### Exercise
Two lines mark the range in the entries below: the one holding "flex:1; display:flex; flex-direction:column;" and the one holding "width:60px; height:60px; border-radius:8px;". Set down those two and all lines between them, exactly.

Data extracted from a collection:
------
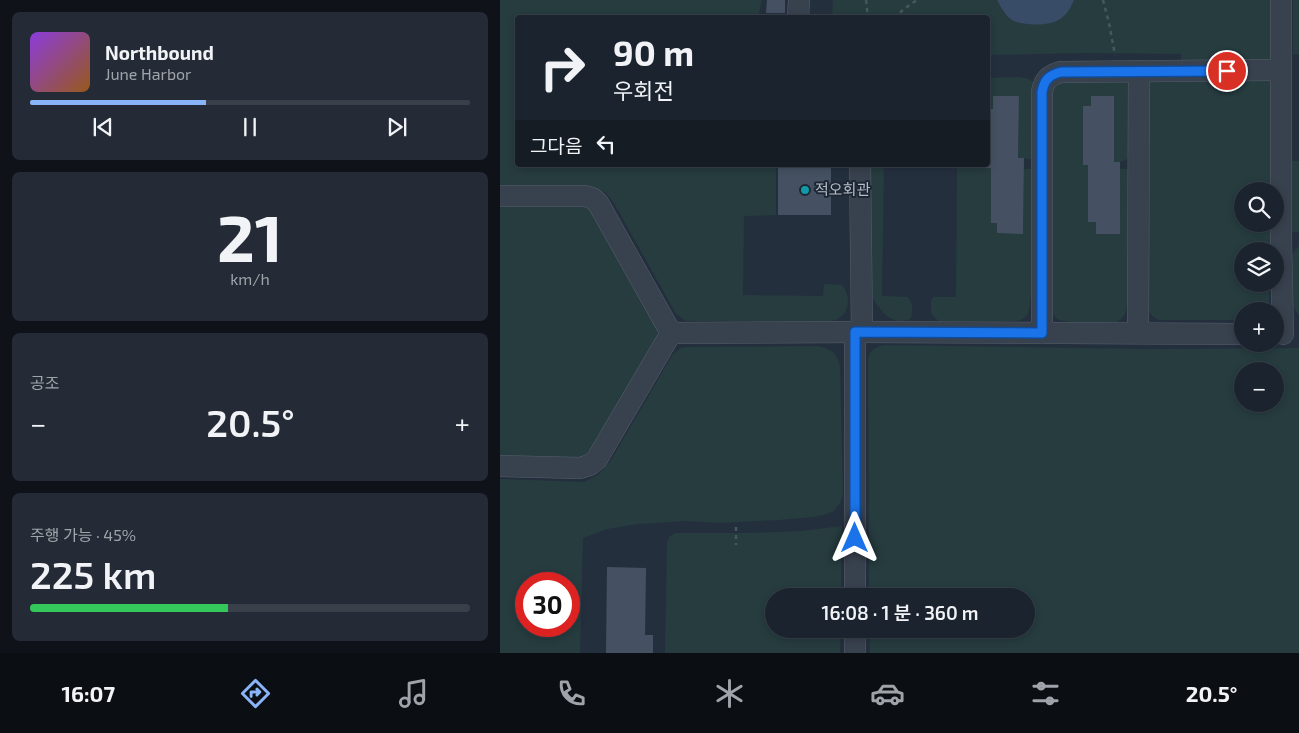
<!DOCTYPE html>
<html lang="ko">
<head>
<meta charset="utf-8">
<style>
	:root { --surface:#1b232e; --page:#242b36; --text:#f1f3f6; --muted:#a0a4aa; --line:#39404a; --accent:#8ab4f8 }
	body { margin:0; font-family:"Exo 2","Noto Sans KR",sans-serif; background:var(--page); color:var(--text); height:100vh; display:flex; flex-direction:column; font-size:19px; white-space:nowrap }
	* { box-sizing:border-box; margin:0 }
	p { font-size:16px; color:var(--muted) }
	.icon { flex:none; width:28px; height:28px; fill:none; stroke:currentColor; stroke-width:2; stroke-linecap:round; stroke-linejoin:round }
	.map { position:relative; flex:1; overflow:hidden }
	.panel { display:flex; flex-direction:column; gap:12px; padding:12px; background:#0f1319; width:500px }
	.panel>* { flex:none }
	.hud { position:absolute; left:15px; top:15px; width:475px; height:152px; border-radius:5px; box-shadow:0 2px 8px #0003,0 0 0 1px var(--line); background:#1b232e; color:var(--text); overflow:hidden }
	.fabs { position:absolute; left:734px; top:182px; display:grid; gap:10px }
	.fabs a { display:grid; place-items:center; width:50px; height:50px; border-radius:50%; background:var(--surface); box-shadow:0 2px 8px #0003,0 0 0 1px var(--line); font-size:25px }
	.speed { position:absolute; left:15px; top:572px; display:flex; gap:10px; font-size:25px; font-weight:700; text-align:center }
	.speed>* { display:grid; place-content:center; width:65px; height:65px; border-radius:50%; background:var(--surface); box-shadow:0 2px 8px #0003,0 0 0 1px var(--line); line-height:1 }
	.speed .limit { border:8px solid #d22; background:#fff; color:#111 }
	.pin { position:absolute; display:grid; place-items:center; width:42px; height:42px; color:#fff; margin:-21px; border:2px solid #fff; border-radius:50%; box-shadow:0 1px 5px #0007 }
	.me { position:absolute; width:55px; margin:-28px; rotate:0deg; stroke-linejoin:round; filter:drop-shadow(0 0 4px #0008) }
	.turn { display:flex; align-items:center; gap:18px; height:105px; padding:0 15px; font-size:22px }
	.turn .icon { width:65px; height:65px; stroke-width:2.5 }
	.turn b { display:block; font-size:35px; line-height:42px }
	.then { display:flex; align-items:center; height:48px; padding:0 15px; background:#0003; gap:10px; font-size:19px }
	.big { font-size:38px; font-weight:600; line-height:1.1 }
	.panel .tile { flex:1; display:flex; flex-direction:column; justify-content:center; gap:8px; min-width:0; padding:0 18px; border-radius:8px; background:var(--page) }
	.panel .dial { align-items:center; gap:0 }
	.dial b { font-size:65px; line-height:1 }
	.song { display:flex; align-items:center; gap:15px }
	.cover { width:60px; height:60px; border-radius:8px; background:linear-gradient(135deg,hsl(270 70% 55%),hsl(30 70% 35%)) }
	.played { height:5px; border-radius:2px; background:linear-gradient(90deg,var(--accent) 40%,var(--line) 40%) }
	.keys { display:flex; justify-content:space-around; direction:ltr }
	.heat { display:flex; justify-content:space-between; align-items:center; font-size:28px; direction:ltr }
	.charge { height:8px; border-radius:4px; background:linear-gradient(90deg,#34c759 45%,var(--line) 0) }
	.trip { position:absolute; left:265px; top:588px; width:270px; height:50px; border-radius:25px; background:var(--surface); box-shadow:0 2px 8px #0003,0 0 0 1px var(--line); font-weight:600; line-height:50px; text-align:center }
	.dock { display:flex; height:80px; justify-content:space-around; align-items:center; background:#0b0e12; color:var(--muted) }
	.dock .icon { width:35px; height:35px }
	.dock .active { color:var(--accent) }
	.dock b { font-size:22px; color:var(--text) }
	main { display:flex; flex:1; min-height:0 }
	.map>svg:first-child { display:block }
	.green { fill:#263c3f; fill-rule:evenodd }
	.water { fill:#394c67 }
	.building { fill:#455162 }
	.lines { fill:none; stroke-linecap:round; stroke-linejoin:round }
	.minor-casing { stroke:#565f6c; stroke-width:22 }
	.path { stroke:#44595c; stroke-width:2.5; stroke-dasharray:4 4; stroke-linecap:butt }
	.minor { stroke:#38414e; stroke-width:21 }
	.route-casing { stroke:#114b97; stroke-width:12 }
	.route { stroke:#1a73e8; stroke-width:9 }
	.culture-dot { fill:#0f9aa8; stroke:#1d2633; stroke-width:2 }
	.labels { text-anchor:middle; stroke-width:4; stroke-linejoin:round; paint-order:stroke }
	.poi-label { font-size:15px; fill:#b4bcc9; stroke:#1d2633; text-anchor:start }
</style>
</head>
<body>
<main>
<section class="panel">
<div class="tile">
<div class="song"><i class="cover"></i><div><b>Northbound</b><p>June Harbor</p></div></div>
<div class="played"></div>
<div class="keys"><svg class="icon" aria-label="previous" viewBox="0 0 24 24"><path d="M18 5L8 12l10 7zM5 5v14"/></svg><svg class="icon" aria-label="pause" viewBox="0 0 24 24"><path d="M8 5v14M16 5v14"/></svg><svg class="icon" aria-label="next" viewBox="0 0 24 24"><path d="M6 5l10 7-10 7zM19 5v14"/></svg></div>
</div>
<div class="tile dial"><b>21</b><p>km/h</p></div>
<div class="tile"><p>공조</p>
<div class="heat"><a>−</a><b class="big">20.5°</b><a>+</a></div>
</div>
<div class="tile"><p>주행 가능 · 45%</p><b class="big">225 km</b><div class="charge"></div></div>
</section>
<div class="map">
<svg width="799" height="653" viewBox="0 0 799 653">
	<rect width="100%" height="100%" fill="#242f3e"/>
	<g class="green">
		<path d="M0 0H262L258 17 18 18V165H276V215L244 216 243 295 323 296 324 284 342 285C350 295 351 310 339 318 335 321 330 321 327 322L186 321 176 314 114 203 105 192 0 190Z"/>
		<path d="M333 0H497L504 13 530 24 569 9 574 0H775L774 61 681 65V54L584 53 488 55V18H332Z"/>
		<rect x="793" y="0" width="6" height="54"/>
		<path d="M765 76C772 78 774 79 776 87L775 291H769V301L766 311H742V320H659C647 315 648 308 648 297H643V92C645 83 648 78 657 77ZM742 191H775V224H742ZM742 251H775V284H742Z"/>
		<path d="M519 77C527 78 531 79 536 85V157L531 159 518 158 519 96H494L493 109H488V78Z"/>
		<path d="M621 77 630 83 631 156C626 161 621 162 614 162V96H592L591 106H583V165H588V221L596 222V234H620V169H627L631 171 632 297 627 298C627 308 627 316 617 322 605 323 564 325 556 318 553 315 552 311 551 307V82Z"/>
		<rect x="792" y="161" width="7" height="71"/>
		<path d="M370 165H384L382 296 408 297C413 304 413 310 411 318 393 329 377 308 371 294Z"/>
		<path d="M457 165H485V168H491V222L497 223V233H523L524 169H533L536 298H530C530 310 529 319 516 321H438L431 313V300L434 297H456Z"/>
		<path d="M0 201H88L158 331 157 338 87 457 79 458 0 457Z"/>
		<path d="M799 246V316L792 304 790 281 793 253Z"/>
		<path d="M383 345 650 349 799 348V653H370L369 629H526V596H369L368 358C371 349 375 348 383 345ZM775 371V404H742V371Z"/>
		<path d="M318 346C331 349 338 353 340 367L343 494 340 503 334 511 327 514 314 517 279 520 220 523 186 521 138 524 107 529 83 538 80 653H0V479L84 482 98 475 111 460 173 354 181 348 187 347ZM26 584H69V626H26Z"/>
		<path d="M342 526 341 596H274V629H340V653H165L167 542 170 536 175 533H250L301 531Z"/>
	</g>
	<path class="water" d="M497 0H574C571 7 567 15 560 19 550 26 526 26 514 21 506 17 501 8 497 0Z"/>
	<g class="building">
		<path d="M267 0H285V13H266Z"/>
		<rect x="270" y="15" width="15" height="3"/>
		<path d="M493 96H519L518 158H524L523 234 497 233V223H491V168H485V165H488V109H493Z"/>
		<path d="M591 96H614V162H620V234H596V222H588V165H583V106H591Z"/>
		<rect x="278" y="165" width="53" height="50"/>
		<path d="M107 567 146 568 145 635H153V653H106Z"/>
	</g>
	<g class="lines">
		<defs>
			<g id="minor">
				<path d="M781 0V240L783 334"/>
				<path d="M298 18 299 0"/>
				<path d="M360 165 362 332"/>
				<path d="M0 196H85L92 198 98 203 171 333"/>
				<path d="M355 332V596"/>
				<path d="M171 333 362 332 742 334"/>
				<path d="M542 333V92C544 80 549 75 561 72L780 70"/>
				<path d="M638 333 639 71"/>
				<path d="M0 466 80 468 90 465 97 459 171 333"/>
				<path d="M355 629V653"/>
			</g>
		</defs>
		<use href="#minor" class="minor-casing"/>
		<g class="path">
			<path d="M366 0 368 18"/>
			<path d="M603 0 609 23 615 55"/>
			<path d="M394 18 404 9 417 0"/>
			<path d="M236 527V545"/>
		</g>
		<use href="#minor" class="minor"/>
	</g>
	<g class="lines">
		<defs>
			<path id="route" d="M355 538V332L542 333V92C544 80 549 75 561 72L727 71"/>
		</defs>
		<use href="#route" class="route-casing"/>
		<use href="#route" class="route"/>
	</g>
	<circle class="culture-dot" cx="305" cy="190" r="5"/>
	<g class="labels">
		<g class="poi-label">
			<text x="315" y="195">적오회관</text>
		</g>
	</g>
</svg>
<div class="fabs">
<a><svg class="icon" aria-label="search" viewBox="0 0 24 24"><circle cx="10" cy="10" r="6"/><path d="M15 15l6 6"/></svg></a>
<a><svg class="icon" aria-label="layers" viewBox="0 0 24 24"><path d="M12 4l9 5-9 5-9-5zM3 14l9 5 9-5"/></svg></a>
<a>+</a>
<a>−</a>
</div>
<div class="speed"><div class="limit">30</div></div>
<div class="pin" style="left:727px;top:71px;background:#d93025"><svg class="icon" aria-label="arrive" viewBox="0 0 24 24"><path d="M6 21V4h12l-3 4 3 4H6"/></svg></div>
<svg class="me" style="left:355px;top:538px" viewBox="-20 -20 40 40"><path d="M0-17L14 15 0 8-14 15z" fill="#1a73e8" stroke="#fff" stroke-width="4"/></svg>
<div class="trip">16:08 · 1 분 · 360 m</div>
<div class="hud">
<div class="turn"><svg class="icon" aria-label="right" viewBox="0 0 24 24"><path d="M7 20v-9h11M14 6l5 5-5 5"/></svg><div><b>90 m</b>우회전</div></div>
<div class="then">그다음<svg class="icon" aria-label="left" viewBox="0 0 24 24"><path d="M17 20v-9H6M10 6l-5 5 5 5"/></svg></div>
</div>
</div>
</main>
<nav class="dock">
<b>16:07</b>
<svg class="icon active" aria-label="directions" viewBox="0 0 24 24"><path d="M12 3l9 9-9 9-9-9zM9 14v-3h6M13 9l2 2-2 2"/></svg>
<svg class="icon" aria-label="music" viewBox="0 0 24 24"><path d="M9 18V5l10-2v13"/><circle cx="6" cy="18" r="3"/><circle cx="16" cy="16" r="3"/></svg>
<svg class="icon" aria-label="phone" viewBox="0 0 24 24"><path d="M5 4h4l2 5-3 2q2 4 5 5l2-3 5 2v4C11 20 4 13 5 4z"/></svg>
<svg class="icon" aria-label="climate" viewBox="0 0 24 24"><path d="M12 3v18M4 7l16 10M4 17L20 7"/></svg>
<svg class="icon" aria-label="car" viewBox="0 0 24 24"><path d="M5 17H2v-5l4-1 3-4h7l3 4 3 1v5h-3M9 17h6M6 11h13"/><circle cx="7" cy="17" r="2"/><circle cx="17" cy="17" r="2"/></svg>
<svg class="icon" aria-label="filters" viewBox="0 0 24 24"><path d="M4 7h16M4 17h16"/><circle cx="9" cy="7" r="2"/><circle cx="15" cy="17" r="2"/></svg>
<b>20.5°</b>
</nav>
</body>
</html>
------
### Finished exercise
	.panel .tile { flex:1; display:flex; flex-direction:column; justify-content:center; gap:8px; min-width:0; padding:0 18px; border-radius:8px; background:var(--page) }
	.panel .dial { align-items:center; gap:0 }
	.dial b { font-size:65px; line-height:1 }
	.song { display:flex; align-items:center; gap:15px }
	.cover { width:60px; height:60px; border-radius:8px; background:linear-gradient(135deg,hsl(270 70% 55%),hsl(30 70% 35%)) }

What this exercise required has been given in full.